Crafty and software development

jwes · Post by **jwes** » Sat Nov 28, 2009 11:07 pm

I realized that Bob is right about this. If you calculate the difference in nps between versions, you can get essentially the same information that you get with fixed node tests. It would be interesting to see tests of the same version running at different speeds (easiest would be with different optimization settings) to calibrate the effect of small differences of speed on elo.

bob · Post by **bob** » Sat Nov 28, 2009 11:45 pm

jwes wrote:I realized that Bob is right about this. If you calculate the difference in nps between versions, you can get essentially the same information that you get with fixed node tests. It would be interesting to see tests of the same version running at different speeds (easiest would be with different optimization settings) to calibrate the effect of small differences of speed on elo.

You can come pretty close to this. If you take the usual 2x faster = +50 Elo stronger, then each 1% change in speed is about 1/2 Elo. We've seen this pretty consistently. When we were doing the mobility cache stuff, the speed improvement was 5-6%, and it was worth right at +3 Elo...

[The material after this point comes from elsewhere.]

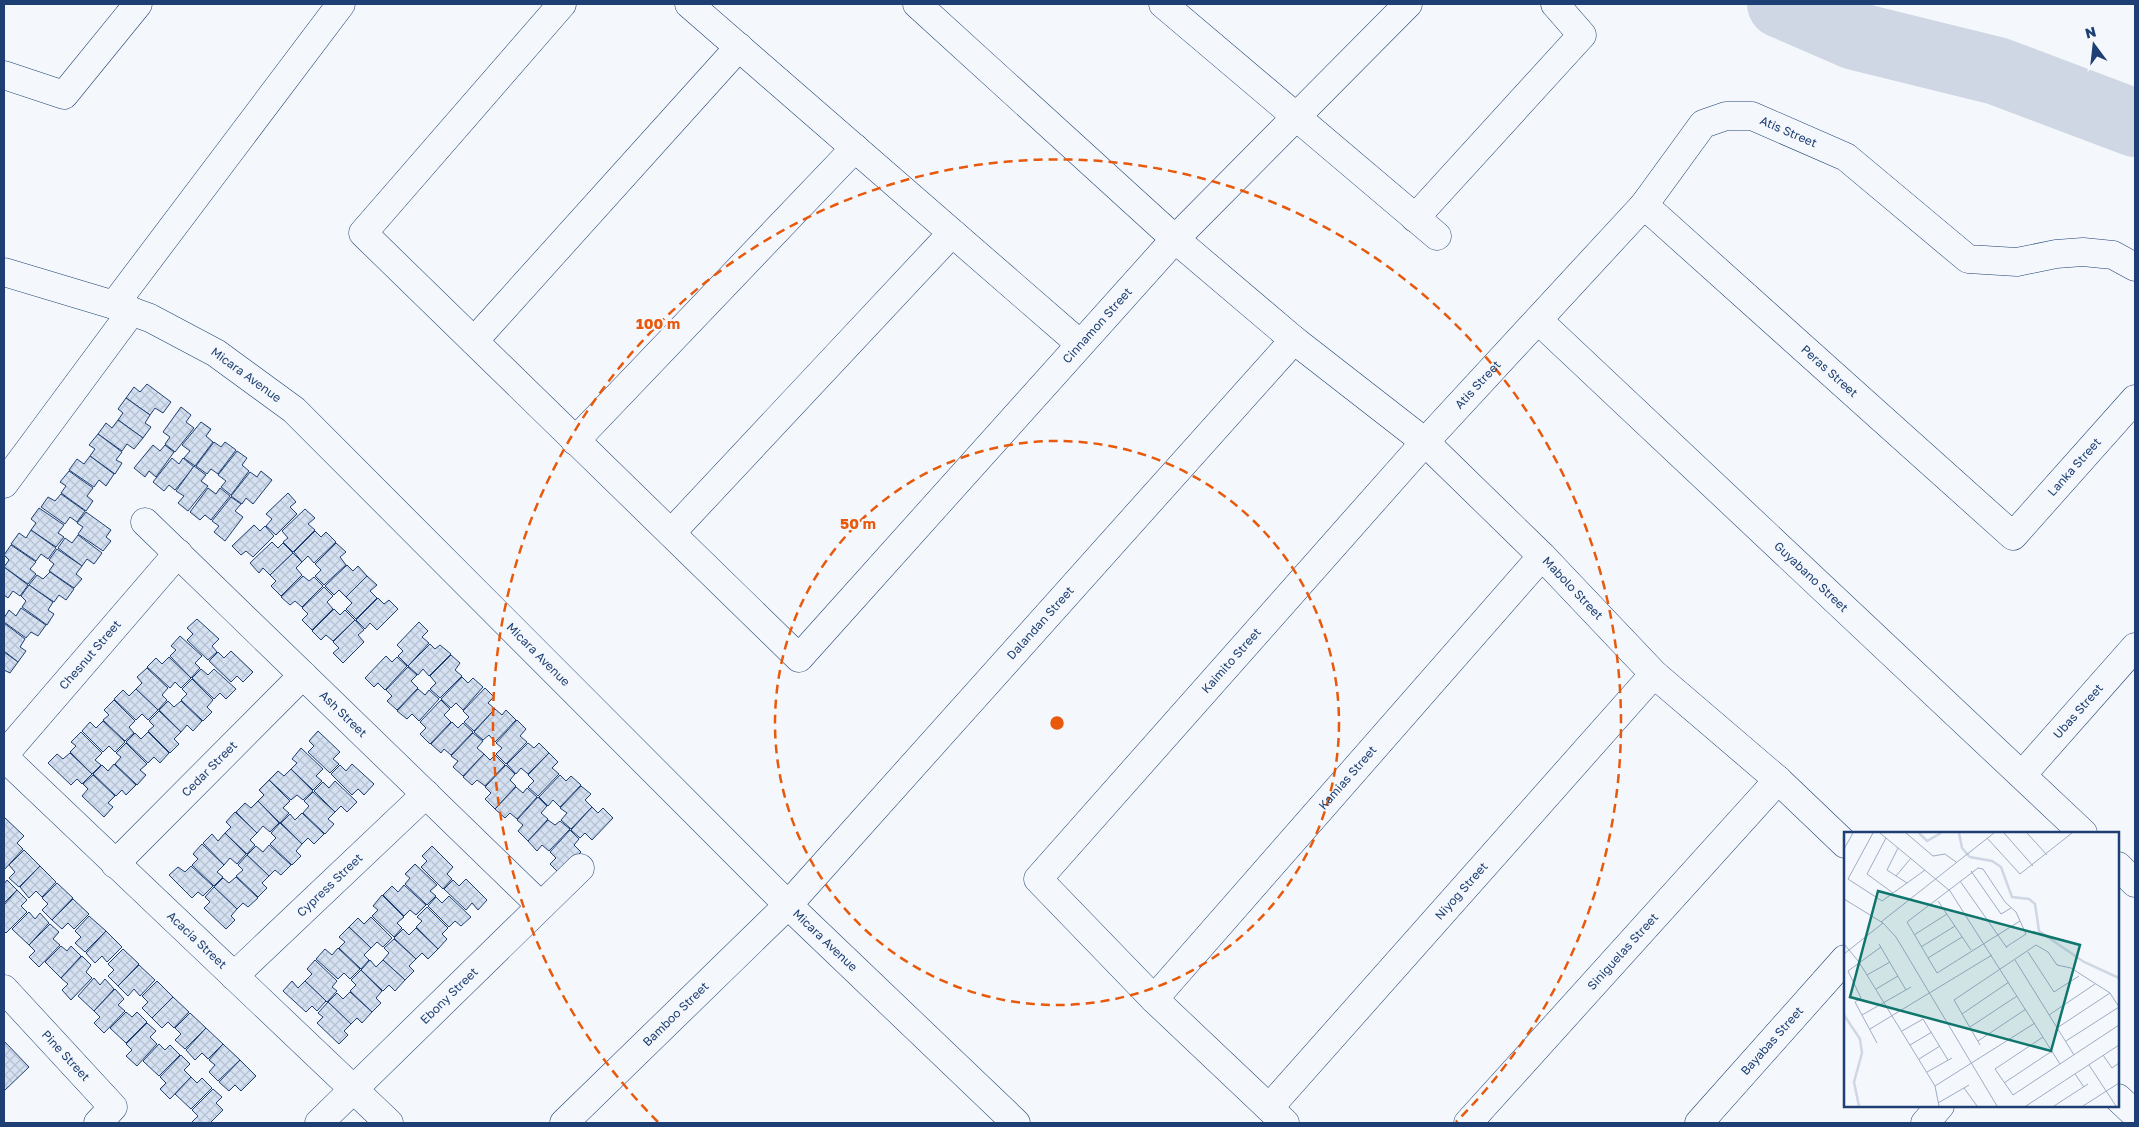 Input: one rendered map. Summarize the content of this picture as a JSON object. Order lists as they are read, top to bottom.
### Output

Don · Post by **Don** » Sun Nov 29, 2009 1:41 am

jwes wrote:I realized that Bob is right about this. If you calculate the difference in nps between versions, you can get essentially the same information that you get with fixed node tests. It would be interesting to see tests of the same version running at different speeds (easiest would be with different optimization settings) to calibrate the effect of small differences of speed on elo.

Bob is doing more hand waving here because this is a very crude and inaccurate way to estimate speed.

Nodes per second or games based on fixed nodes are worthless because nodes isn't time. In fact it's possible (and even likely) that a change will decrease your nodes per second while actually increasing the speed of your program (not ELO, just speed.) Or visa versa. It's because anything that changes the shape of the tree is like random noise to the nodes to per second and not fully correlated to the actual performance of the program, even apart from ELO gain.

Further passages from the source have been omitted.